_DATA FOR ANALYSIS_.
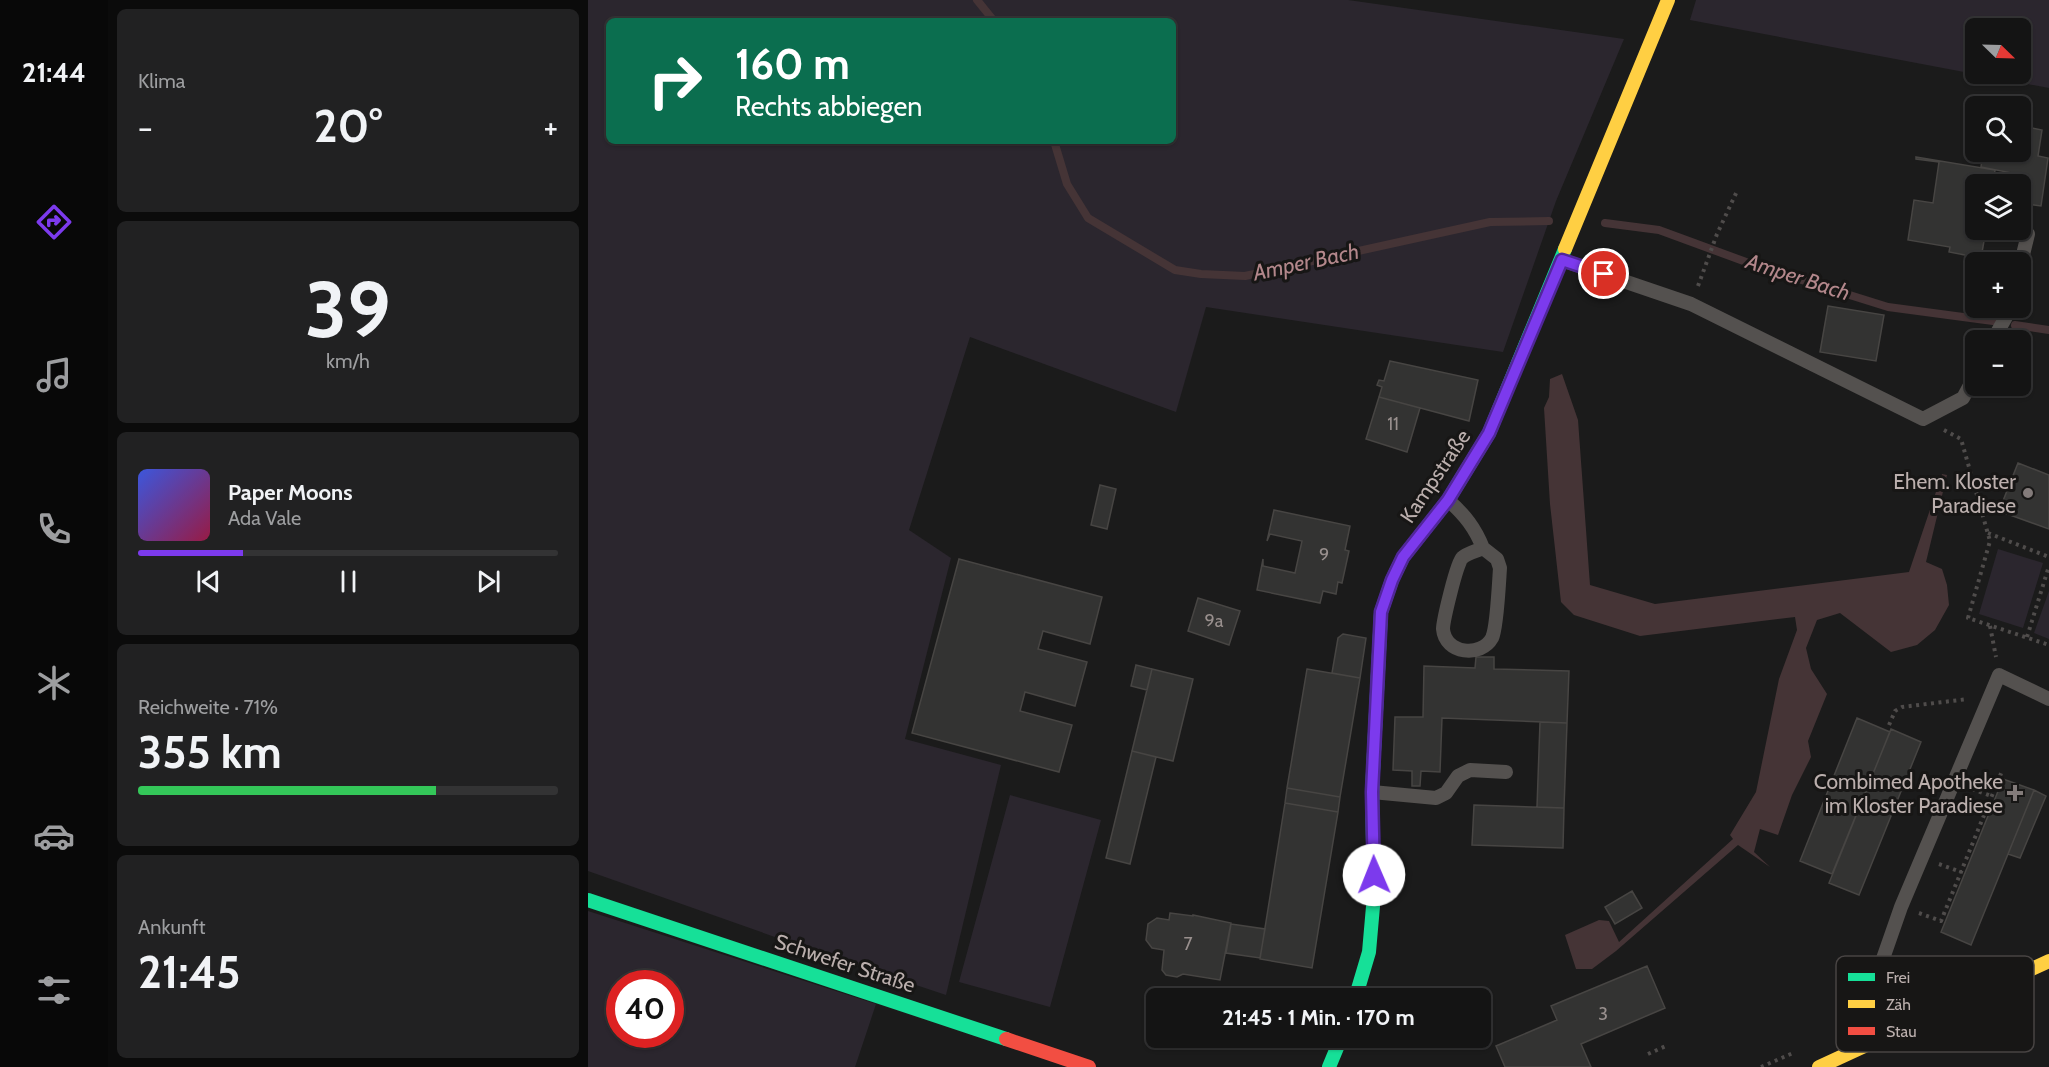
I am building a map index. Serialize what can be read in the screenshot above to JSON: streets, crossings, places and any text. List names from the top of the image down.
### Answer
{
  "streets": {
    "street": ["Kampstraße", "Schwefer Straße"]
  },
  "water": ["Amper Bach"],
  "places": {
    "other": ["Ehem. Kloster Paradiese"],
    "health": ["Combimed Apotheke im Kloster Paradiese"]
  },
  "house_numbers": [
    "11",
    "9",
    "9a",
    "7",
    "3"
  ],
  "legend": ["Frei", "Zäh", "Stau"],
  "north": "bottom right",
  "page": {
    "tabs": "21:44",
    "tile": [
      "Klima",
      ["39", "km/h"],
      ["Reichweite · 71%", "355 km"],
      ["Ankunft", "21:45"]
    ],
    "map_buttons": ["+", "−"],
    "turn": ["160 m", "Rechts abbiegen"],
    "heat": ["−", "20°", "+"],
    "song": ["Paper Moons", "Ada Vale"],
    "limit": "40",
    "trip": "21:45 · 1 Min. · 170 m"
  }
}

_ASSIGNED TASK_. Output nothing but an exact retyping of the material, pictures excluded.

_SOLUTION TO THIS PROBLEM_.
I am building a map index. Serialize what can be read in the screenshot above to JSON: streets, crossings, places and any text. List names from the top of the image down.
### Answer
{
  "streets": {
    "street": ["Kampstraße", "Schwefer Straße"]
  },
  "water": ["Amper Bach"],
  "places": {
    "other": ["Ehem. Kloster Paradiese"],
    "health": ["Combimed Apotheke im Kloster Paradiese"]
  },
  "house_numbers": [
    "11",
    "9",
    "9a",
    "7",
    "3"
  ],
  "legend": ["Frei", "Zäh", "Stau"],
  "north": "bottom right",
  "page": {
    "tabs": "21:44",
    "tile": [
      "Klima",
      ["39", "km/h"],
      ["Reichweite · 71%", "355 km"],
      ["Ankunft", "21:45"]
    ],
    "map_buttons": ["+", "−"],
    "turn": ["160 m", "Rechts abbiegen"],
    "heat": ["−", "20°", "+"],
    "song": ["Paper Moons", "Ada Vale"],
    "limit": "40",
    "trip": "21:45 · 1 Min. · 170 m"
  }
}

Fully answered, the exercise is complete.